Stored data entries
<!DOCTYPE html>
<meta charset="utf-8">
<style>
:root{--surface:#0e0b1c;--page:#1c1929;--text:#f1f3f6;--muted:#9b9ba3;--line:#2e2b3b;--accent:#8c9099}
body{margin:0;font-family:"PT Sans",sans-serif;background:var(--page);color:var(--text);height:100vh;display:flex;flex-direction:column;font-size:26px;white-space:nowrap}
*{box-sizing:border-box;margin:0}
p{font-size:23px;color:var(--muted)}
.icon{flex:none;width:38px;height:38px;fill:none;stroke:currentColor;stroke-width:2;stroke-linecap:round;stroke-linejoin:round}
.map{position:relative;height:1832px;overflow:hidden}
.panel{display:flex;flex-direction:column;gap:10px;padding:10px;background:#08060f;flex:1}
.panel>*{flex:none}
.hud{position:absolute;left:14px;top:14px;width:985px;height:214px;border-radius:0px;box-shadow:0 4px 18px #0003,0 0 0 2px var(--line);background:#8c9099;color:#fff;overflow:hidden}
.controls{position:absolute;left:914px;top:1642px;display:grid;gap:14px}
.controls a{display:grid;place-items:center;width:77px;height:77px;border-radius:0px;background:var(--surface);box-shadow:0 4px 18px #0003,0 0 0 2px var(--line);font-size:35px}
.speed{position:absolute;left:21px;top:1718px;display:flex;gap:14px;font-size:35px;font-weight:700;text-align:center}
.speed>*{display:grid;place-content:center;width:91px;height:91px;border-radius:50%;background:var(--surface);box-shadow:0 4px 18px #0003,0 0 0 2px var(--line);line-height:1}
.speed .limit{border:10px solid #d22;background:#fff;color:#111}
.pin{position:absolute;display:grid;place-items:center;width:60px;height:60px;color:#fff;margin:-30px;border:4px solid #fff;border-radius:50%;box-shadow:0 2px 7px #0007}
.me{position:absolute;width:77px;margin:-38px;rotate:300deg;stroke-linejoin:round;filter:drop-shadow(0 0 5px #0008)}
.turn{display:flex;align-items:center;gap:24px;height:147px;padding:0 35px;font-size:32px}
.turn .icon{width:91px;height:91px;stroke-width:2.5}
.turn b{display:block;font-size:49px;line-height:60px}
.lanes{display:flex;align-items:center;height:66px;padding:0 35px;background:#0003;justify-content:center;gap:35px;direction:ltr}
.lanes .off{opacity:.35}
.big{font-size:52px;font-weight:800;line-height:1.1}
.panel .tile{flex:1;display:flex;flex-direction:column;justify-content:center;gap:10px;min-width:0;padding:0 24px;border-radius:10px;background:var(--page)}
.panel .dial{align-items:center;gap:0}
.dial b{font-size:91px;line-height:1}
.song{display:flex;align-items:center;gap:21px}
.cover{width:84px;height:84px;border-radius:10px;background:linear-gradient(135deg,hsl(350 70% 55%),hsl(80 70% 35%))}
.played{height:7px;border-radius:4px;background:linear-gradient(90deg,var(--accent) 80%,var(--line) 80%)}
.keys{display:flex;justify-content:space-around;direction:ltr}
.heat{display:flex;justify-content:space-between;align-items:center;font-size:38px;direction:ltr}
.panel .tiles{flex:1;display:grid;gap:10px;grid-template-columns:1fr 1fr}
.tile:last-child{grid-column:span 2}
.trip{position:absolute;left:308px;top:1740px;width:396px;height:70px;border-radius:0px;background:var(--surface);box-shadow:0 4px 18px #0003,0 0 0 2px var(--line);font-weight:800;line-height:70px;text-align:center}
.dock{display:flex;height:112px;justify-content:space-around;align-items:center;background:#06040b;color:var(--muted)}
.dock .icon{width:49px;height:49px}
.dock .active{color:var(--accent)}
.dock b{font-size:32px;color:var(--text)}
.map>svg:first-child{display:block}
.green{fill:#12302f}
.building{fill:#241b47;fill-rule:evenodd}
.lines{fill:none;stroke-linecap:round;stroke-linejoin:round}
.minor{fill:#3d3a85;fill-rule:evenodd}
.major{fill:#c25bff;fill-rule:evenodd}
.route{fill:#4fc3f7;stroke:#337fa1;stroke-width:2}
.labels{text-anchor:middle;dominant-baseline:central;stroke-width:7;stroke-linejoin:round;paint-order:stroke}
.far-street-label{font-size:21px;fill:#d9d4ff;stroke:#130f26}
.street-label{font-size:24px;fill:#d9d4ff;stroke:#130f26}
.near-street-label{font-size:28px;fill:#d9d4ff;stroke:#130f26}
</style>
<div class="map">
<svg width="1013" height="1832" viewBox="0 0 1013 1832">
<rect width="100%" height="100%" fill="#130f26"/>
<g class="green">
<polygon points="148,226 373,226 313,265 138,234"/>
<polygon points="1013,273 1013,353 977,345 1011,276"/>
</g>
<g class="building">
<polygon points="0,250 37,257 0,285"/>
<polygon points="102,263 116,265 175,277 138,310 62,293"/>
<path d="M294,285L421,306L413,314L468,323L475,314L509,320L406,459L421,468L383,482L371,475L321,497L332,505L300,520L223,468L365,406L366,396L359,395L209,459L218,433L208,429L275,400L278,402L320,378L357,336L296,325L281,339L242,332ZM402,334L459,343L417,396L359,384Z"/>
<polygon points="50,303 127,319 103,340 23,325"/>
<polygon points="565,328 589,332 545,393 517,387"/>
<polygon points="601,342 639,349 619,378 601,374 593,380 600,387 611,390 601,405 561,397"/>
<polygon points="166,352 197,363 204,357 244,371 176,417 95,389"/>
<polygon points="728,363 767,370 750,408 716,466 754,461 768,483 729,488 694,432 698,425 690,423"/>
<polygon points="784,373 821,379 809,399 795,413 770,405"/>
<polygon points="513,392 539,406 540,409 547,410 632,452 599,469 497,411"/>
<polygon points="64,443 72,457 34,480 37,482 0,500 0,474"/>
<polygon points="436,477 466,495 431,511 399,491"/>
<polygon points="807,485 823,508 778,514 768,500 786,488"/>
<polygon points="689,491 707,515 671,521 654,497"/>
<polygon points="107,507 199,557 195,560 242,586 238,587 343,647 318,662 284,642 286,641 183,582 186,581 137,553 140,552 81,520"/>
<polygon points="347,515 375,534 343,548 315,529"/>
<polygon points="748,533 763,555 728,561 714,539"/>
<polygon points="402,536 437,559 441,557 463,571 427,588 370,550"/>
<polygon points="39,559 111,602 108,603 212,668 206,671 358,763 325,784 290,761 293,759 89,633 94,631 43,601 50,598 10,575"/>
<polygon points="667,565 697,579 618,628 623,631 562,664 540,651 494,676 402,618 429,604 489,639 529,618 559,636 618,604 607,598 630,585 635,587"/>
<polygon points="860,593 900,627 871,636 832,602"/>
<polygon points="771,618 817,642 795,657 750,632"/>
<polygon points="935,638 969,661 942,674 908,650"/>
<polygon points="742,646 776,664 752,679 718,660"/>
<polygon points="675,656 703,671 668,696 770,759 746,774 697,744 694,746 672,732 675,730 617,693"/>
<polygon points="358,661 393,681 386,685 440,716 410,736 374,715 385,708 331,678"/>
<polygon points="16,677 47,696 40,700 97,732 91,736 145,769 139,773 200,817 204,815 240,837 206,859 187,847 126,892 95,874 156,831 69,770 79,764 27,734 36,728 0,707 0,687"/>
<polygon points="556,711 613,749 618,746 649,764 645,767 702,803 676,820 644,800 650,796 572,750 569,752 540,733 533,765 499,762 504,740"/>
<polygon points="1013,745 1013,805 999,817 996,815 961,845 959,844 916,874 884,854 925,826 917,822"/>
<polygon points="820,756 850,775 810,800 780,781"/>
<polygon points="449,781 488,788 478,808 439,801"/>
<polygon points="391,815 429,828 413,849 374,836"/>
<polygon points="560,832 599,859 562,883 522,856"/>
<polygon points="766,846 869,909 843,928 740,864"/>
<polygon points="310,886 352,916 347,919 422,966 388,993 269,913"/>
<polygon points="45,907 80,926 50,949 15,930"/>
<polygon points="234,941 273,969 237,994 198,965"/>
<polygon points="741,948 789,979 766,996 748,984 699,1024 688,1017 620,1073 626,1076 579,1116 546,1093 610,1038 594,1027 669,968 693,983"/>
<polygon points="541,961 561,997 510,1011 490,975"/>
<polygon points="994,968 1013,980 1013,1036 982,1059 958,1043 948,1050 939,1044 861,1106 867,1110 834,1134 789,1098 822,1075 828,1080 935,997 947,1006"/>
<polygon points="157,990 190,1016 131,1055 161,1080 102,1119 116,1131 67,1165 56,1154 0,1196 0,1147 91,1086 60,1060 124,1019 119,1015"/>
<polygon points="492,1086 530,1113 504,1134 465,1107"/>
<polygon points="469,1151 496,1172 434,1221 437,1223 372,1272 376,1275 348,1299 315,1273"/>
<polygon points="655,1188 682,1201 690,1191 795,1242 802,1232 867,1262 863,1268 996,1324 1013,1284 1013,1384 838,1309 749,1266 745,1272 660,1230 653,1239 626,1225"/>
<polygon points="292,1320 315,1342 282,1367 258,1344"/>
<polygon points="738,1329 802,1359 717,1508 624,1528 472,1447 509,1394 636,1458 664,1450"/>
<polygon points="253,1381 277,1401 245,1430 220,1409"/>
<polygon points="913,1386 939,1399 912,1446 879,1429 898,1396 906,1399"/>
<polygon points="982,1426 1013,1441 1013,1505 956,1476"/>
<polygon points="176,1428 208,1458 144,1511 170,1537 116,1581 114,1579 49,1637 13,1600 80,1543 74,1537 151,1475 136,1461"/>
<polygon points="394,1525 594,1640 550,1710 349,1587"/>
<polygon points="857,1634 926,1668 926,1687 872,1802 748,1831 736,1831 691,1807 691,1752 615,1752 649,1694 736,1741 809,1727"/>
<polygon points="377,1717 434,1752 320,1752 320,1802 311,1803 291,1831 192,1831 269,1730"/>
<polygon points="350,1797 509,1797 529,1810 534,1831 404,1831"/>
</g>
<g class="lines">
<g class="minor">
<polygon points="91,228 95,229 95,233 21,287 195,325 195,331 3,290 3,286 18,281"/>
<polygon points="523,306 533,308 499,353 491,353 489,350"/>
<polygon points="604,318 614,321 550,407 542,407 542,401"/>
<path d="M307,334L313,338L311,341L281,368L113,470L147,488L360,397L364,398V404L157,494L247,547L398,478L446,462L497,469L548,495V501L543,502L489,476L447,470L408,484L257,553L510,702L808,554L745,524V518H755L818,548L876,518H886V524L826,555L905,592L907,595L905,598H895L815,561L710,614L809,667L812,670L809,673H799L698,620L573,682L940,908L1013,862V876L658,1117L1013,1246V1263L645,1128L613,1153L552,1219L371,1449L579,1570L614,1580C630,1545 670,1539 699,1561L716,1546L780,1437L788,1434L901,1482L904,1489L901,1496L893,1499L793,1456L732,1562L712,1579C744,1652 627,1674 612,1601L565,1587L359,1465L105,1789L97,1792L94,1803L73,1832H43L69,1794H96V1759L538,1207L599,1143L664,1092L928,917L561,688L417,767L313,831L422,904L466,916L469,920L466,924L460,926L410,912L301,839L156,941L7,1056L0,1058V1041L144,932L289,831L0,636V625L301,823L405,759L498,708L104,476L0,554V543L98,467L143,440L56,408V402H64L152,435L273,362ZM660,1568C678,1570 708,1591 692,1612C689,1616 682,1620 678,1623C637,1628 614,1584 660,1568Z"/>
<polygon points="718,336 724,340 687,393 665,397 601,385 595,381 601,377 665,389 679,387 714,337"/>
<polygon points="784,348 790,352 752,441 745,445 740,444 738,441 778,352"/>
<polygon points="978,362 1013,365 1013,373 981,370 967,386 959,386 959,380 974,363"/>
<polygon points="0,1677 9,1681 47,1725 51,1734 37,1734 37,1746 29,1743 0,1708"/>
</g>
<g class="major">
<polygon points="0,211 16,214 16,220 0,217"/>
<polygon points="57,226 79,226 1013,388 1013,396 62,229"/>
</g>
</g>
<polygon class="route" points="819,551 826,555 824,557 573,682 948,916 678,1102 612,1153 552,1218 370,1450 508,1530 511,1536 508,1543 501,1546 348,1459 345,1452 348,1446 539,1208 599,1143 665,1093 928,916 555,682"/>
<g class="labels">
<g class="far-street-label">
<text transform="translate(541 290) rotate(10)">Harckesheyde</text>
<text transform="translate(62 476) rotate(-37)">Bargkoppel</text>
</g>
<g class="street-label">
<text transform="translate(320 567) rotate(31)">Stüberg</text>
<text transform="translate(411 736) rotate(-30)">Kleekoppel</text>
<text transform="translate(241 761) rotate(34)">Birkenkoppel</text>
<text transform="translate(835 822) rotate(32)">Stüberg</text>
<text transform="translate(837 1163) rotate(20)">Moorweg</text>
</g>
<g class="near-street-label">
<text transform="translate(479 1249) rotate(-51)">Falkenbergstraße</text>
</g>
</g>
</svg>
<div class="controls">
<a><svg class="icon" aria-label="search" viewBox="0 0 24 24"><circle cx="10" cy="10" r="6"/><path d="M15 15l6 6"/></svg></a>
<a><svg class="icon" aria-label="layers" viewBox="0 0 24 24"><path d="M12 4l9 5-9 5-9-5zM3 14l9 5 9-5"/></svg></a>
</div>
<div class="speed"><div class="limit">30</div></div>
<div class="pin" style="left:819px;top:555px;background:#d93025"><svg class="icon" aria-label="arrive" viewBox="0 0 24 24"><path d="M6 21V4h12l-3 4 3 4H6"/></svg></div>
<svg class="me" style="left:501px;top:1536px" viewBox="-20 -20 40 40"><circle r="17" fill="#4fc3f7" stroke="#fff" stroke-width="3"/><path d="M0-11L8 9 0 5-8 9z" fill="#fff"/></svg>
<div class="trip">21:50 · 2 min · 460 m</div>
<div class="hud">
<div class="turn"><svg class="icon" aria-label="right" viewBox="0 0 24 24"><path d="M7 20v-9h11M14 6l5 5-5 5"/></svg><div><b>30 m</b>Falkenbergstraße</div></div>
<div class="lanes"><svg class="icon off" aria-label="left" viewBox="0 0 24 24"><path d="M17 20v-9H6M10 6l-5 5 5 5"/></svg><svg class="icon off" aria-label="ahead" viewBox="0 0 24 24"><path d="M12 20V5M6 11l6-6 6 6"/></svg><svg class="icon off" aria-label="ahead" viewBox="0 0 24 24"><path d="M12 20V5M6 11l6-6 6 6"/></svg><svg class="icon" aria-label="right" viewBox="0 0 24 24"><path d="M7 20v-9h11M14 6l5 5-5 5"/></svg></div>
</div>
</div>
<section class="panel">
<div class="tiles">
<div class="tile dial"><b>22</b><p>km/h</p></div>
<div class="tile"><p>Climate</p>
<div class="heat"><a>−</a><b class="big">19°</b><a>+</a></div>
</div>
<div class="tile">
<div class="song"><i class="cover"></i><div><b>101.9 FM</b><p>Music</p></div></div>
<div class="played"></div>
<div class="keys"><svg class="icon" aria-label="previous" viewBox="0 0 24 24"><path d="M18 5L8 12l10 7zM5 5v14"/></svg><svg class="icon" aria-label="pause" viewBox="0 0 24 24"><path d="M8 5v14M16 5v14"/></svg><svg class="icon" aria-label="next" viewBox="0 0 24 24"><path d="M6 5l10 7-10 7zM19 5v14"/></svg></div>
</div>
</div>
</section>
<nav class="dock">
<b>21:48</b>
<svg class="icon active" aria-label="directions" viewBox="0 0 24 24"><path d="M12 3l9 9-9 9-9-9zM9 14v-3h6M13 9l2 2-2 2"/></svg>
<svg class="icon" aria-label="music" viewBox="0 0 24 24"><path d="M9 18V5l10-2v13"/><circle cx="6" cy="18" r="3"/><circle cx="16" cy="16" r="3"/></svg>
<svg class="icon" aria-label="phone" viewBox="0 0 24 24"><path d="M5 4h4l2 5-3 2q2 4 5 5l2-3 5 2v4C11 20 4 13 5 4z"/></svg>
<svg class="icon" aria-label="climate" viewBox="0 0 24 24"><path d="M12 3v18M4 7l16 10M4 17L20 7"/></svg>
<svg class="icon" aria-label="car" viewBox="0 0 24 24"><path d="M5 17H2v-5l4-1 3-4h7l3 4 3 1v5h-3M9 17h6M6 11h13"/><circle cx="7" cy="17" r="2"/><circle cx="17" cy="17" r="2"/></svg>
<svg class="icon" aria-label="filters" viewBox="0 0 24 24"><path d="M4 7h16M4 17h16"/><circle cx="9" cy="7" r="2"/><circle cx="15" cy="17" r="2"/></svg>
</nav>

→ What this task involves: Each line above where the word "lines" occurs should be returned in full.

→ Answer space:
.lines{fill:none;stroke-linecap:round;stroke-linejoin:round}
<g class="lines">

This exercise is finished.